Collected data:
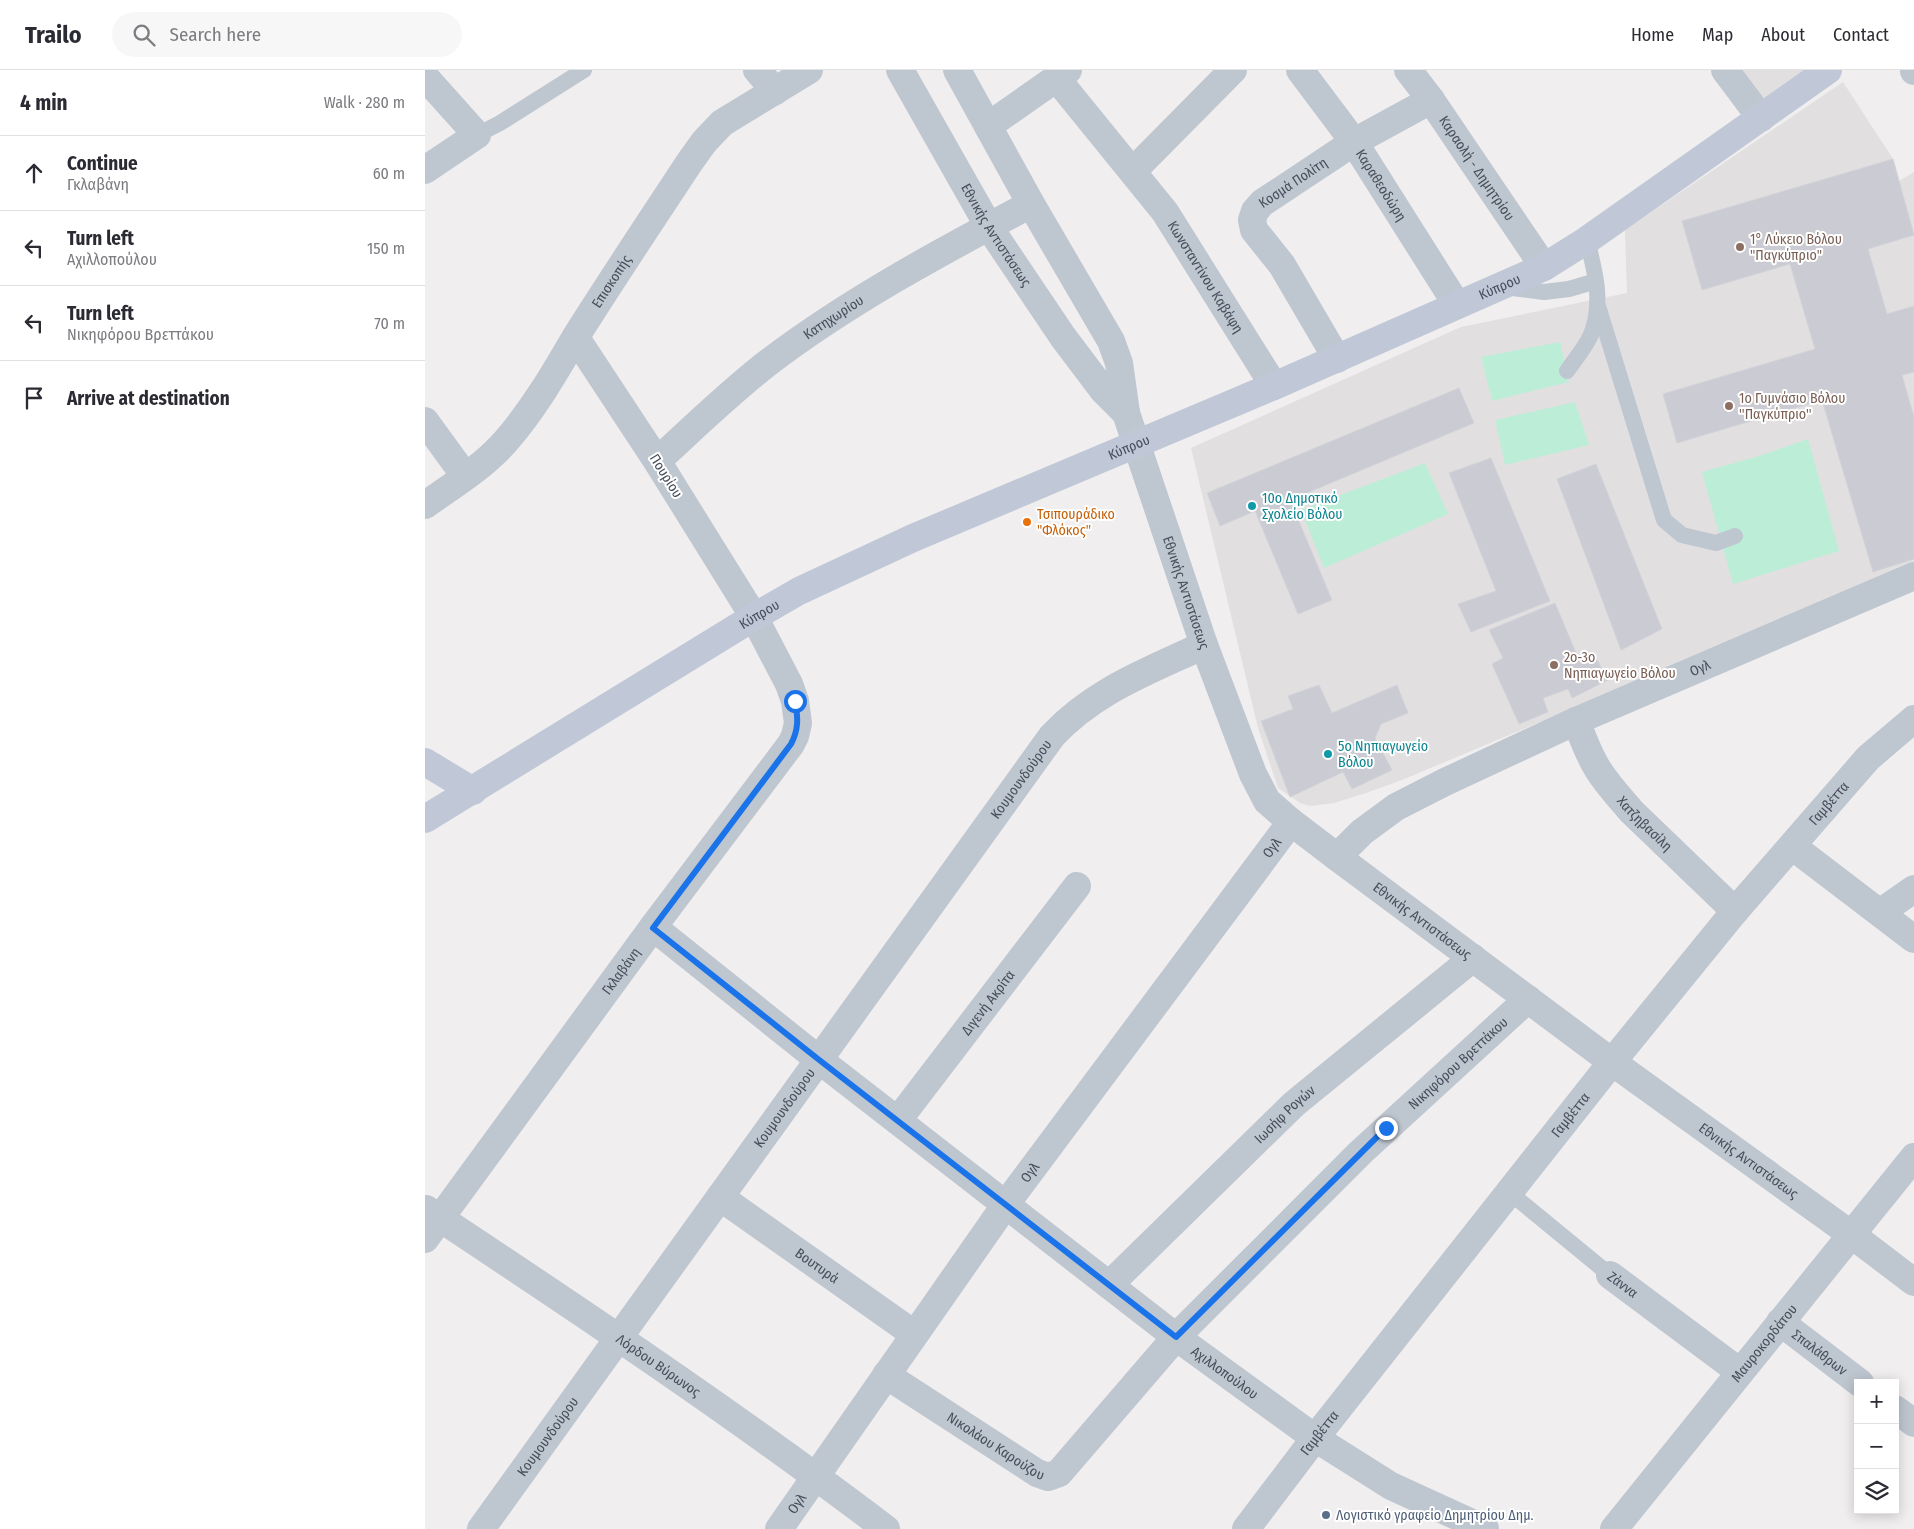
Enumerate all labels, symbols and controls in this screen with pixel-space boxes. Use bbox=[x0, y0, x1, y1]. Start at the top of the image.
search box bbox=[112, 12, 462, 57]
text: Trailo bbox=[25, 21, 82, 49]
icon: search bbox=[130, 21, 158, 49]
text: Search here bbox=[170, 23, 261, 46]
text: Home bbox=[1631, 24, 1674, 46]
text: Map bbox=[1702, 24, 1733, 46]
text: About bbox=[1761, 24, 1805, 46]
text: Contact bbox=[1833, 24, 1889, 46]
text: 4 min bbox=[20, 90, 68, 116]
text: Walk · 280 m bbox=[324, 93, 405, 112]
street label: Καραολή - Δημητρίου bbox=[1436, 113, 1518, 224]
street label: Καραθεοδώρη bbox=[1352, 146, 1410, 224]
text: Continue bbox=[67, 152, 138, 175]
street label: Κοσμά Πολίτη bbox=[1255, 154, 1330, 211]
icon: ahead bbox=[20, 159, 48, 187]
text: 60 m bbox=[373, 164, 405, 183]
text: Γκλαβάνη bbox=[67, 175, 129, 194]
street label: Εθνικής Αντιστάσεως bbox=[958, 180, 1035, 290]
street label: Κωνσταντίνου Καβάφη bbox=[1164, 218, 1247, 336]
text: Turn left bbox=[67, 227, 134, 250]
place label: 1° Λύκειο Βόλου "Παγκύπριο" bbox=[1750, 231, 1842, 264]
icon: left bbox=[20, 234, 48, 262]
text: 150 m bbox=[367, 239, 405, 258]
marker: 1° Λύκειο Βόλου "Παγκύπριο" bbox=[1734, 241, 1746, 253]
text: Αχιλλοπούλου bbox=[67, 250, 157, 269]
street label: Επισκοπής bbox=[588, 252, 635, 311]
street label: Κύπρου bbox=[1476, 270, 1523, 303]
street label: Κατηχωρίου bbox=[800, 291, 867, 343]
text: Turn left bbox=[67, 302, 134, 325]
icon: left bbox=[20, 309, 48, 337]
text: 70 m bbox=[374, 314, 405, 333]
text: Νικηφόρου Βρεττάκου bbox=[67, 325, 214, 344]
icon: arrive bbox=[20, 384, 48, 412]
text: Arrive at destination bbox=[67, 387, 230, 410]
place label: 1ο Γυμνάσιο Βόλου ''Παγκύπριο'' bbox=[1739, 390, 1845, 423]
marker: 1ο Γυμνάσιο Βόλου ''Παγκύπριο'' bbox=[1723, 400, 1735, 412]
street label: Κύπρου bbox=[1105, 431, 1152, 463]
street label: Πουρίου bbox=[646, 451, 686, 501]
place label: 10ο Δημοτικό Σχολείο Βόλου bbox=[1262, 490, 1343, 523]
marker: 10ο Δημοτικό Σχολείο Βόλου bbox=[1246, 500, 1258, 512]
place label: Τσιπουράδικο "Φλόκος" bbox=[1037, 506, 1115, 539]
marker: Τσιπουράδικο "Φλόκος" bbox=[1021, 516, 1033, 528]
street label: Εθνικής Αντιστάσεως bbox=[1159, 534, 1213, 652]
street label: Κύπρου bbox=[736, 596, 782, 633]
place label: 2ο-3ο Νηπιαγωγείο Βόλου bbox=[1564, 649, 1676, 682]
street label: Ογλ bbox=[1687, 656, 1714, 680]
marker: 2ο-3ο Νηπιαγωγείο Βόλου bbox=[1548, 659, 1560, 671]
route start bbox=[784, 690, 807, 713]
street label: Κουμουνδούρου bbox=[987, 736, 1055, 822]
place label: 5ο Νηπιαγωγείο Βόλου bbox=[1338, 738, 1428, 771]
marker: 5ο Νηπιαγωγείο Βόλου bbox=[1322, 748, 1334, 760]
street label: Γαμβέττα bbox=[1805, 778, 1852, 828]
street label: Χατζηβασίλη bbox=[1613, 793, 1676, 855]
street label: Ογλ bbox=[1259, 834, 1285, 861]
street label: Εθνικής Αντιστάσεως bbox=[1370, 878, 1475, 963]
street label: Γκλαβάνη bbox=[598, 944, 644, 998]
street label: Διγενή Ακρίτα bbox=[958, 966, 1018, 1038]
street label: Νικηφόρου Βρεττάκου bbox=[1405, 1013, 1511, 1113]
street label: Κουμουνδούρου bbox=[750, 1065, 819, 1151]
street label: Ιωσήφ Ρογών bbox=[1251, 1082, 1319, 1147]
street label: Γαμβέττα bbox=[1547, 1089, 1593, 1141]
route end bbox=[1375, 1117, 1398, 1140]
street label: Εθνικής Αντιστάσεως bbox=[1696, 1119, 1802, 1202]
street label: Ογλ bbox=[1017, 1158, 1043, 1186]
street label: Βουτυρά bbox=[792, 1244, 842, 1287]
street label: Ζάννα bbox=[1604, 1268, 1641, 1301]
street label: Μαυροκορδάτου bbox=[1728, 1301, 1801, 1385]
street label: Σπαλάθρων bbox=[1789, 1326, 1851, 1379]
street label: Λόρδου Βύρωνος bbox=[613, 1330, 704, 1400]
street label: Αχιλλοπούλου bbox=[1188, 1343, 1262, 1403]
map controls bbox=[1854, 1379, 1899, 1514]
button: + bbox=[1854, 1379, 1899, 1424]
street label: Κουμουνδούρου bbox=[513, 1394, 582, 1479]
street label: Γαμβέττα bbox=[1297, 1407, 1342, 1459]
street label: Νικολάου Καρούζου bbox=[944, 1408, 1047, 1484]
button: − bbox=[1854, 1424, 1899, 1469]
button: layers bbox=[1854, 1469, 1899, 1514]
street label: Ογλ bbox=[784, 1490, 810, 1517]
place label: Λογιστικό γραφείο Δημητρίου Δημ. bbox=[1336, 1507, 1534, 1524]
marker: Λογιστικό γραφείο Δημητρίου Δημ. bbox=[1320, 1509, 1332, 1521]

**WORK TO COMPLETE**
The data above must be written out again without alteration, and the pictures in them must be excluded.

**RESPONSE**
Enumerate all labels, symbols and controls in this screen with pixel-space boxes. Use bbox=[x0, y0, x1, y1]. Start at the top of the image.
search box bbox=[112, 12, 462, 57]
text: Trailo bbox=[25, 21, 82, 49]
icon: search bbox=[130, 21, 158, 49]
text: Search here bbox=[170, 23, 261, 46]
text: Home bbox=[1631, 24, 1674, 46]
text: Map bbox=[1702, 24, 1733, 46]
text: About bbox=[1761, 24, 1805, 46]
text: Contact bbox=[1833, 24, 1889, 46]
text: 4 min bbox=[20, 90, 68, 116]
text: Walk · 280 m bbox=[324, 93, 405, 112]
street label: Καραολή - Δημητρίου bbox=[1436, 113, 1518, 224]
street label: Καραθεοδώρη bbox=[1352, 146, 1410, 224]
text: Continue bbox=[67, 152, 138, 175]
street label: Κοσμά Πολίτη bbox=[1255, 154, 1330, 211]
icon: ahead bbox=[20, 159, 48, 187]
text: 60 m bbox=[373, 164, 405, 183]
text: Γκλαβάνη bbox=[67, 175, 129, 194]
street label: Εθνικής Αντιστάσεως bbox=[958, 180, 1035, 290]
street label: Κωνσταντίνου Καβάφη bbox=[1164, 218, 1247, 336]
text: Turn left bbox=[67, 227, 134, 250]
place label: 1° Λύκειο Βόλου "Παγκύπριο" bbox=[1750, 231, 1842, 264]
icon: left bbox=[20, 234, 48, 262]
text: 150 m bbox=[367, 239, 405, 258]
marker: 1° Λύκειο Βόλου "Παγκύπριο" bbox=[1734, 241, 1746, 253]
text: Αχιλλοπούλου bbox=[67, 250, 157, 269]
street label: Επισκοπής bbox=[588, 252, 635, 311]
street label: Κύπρου bbox=[1476, 270, 1523, 303]
street label: Κατηχωρίου bbox=[800, 291, 867, 343]
text: Turn left bbox=[67, 302, 134, 325]
icon: left bbox=[20, 309, 48, 337]
text: 70 m bbox=[374, 314, 405, 333]
text: Νικηφόρου Βρεττάκου bbox=[67, 325, 214, 344]
icon: arrive bbox=[20, 384, 48, 412]
text: Arrive at destination bbox=[67, 387, 230, 410]
place label: 1ο Γυμνάσιο Βόλου ''Παγκύπριο'' bbox=[1739, 390, 1845, 423]
marker: 1ο Γυμνάσιο Βόλου ''Παγκύπριο'' bbox=[1723, 400, 1735, 412]
street label: Κύπρου bbox=[1105, 431, 1152, 463]
street label: Πουρίου bbox=[646, 451, 686, 501]
place label: 10ο Δημοτικό Σχολείο Βόλου bbox=[1262, 490, 1343, 523]
marker: 10ο Δημοτικό Σχολείο Βόλου bbox=[1246, 500, 1258, 512]
place label: Τσιπουράδικο "Φλόκος" bbox=[1037, 506, 1115, 539]
marker: Τσιπουράδικο "Φλόκος" bbox=[1021, 516, 1033, 528]
street label: Εθνικής Αντιστάσεως bbox=[1159, 534, 1213, 652]
street label: Κύπρου bbox=[736, 596, 782, 633]
place label: 2ο-3ο Νηπιαγωγείο Βόλου bbox=[1564, 649, 1676, 682]
street label: Ογλ bbox=[1687, 656, 1714, 680]
marker: 2ο-3ο Νηπιαγωγείο Βόλου bbox=[1548, 659, 1560, 671]
route start bbox=[784, 690, 807, 713]
street label: Κουμουνδούρου bbox=[987, 736, 1055, 822]
place label: 5ο Νηπιαγωγείο Βόλου bbox=[1338, 738, 1428, 771]
marker: 5ο Νηπιαγωγείο Βόλου bbox=[1322, 748, 1334, 760]
street label: Γαμβέττα bbox=[1805, 778, 1852, 828]
street label: Χατζηβασίλη bbox=[1613, 793, 1676, 855]
street label: Ογλ bbox=[1259, 834, 1285, 861]
street label: Εθνικής Αντιστάσεως bbox=[1370, 878, 1475, 963]
street label: Γκλαβάνη bbox=[598, 944, 644, 998]
street label: Διγενή Ακρίτα bbox=[958, 966, 1018, 1038]
street label: Νικηφόρου Βρεττάκου bbox=[1405, 1013, 1511, 1113]
street label: Κουμουνδούρου bbox=[750, 1065, 819, 1151]
street label: Ιωσήφ Ρογών bbox=[1251, 1082, 1319, 1147]
street label: Γαμβέττα bbox=[1547, 1089, 1593, 1141]
route end bbox=[1375, 1117, 1398, 1140]
street label: Εθνικής Αντιστάσεως bbox=[1696, 1119, 1802, 1202]
street label: Ογλ bbox=[1017, 1158, 1043, 1186]
street label: Βουτυρά bbox=[792, 1244, 842, 1287]
street label: Ζάννα bbox=[1604, 1268, 1641, 1301]
street label: Μαυροκορδάτου bbox=[1728, 1301, 1801, 1385]
street label: Σπαλάθρων bbox=[1789, 1326, 1851, 1379]
street label: Λόρδου Βύρωνος bbox=[613, 1330, 704, 1400]
street label: Αχιλλοπούλου bbox=[1188, 1343, 1262, 1403]
map controls bbox=[1854, 1379, 1899, 1514]
button: + bbox=[1854, 1379, 1899, 1424]
street label: Κουμουνδούρου bbox=[513, 1394, 582, 1479]
street label: Γαμβέττα bbox=[1297, 1407, 1342, 1459]
street label: Νικολάου Καρούζου bbox=[944, 1408, 1047, 1484]
button: − bbox=[1854, 1424, 1899, 1469]
button: layers bbox=[1854, 1469, 1899, 1514]
street label: Ογλ bbox=[784, 1490, 810, 1517]
place label: Λογιστικό γραφείο Δημητρίου Δημ. bbox=[1336, 1507, 1534, 1524]
marker: Λογιστικό γραφείο Δημητρίου Δημ. bbox=[1320, 1509, 1332, 1521]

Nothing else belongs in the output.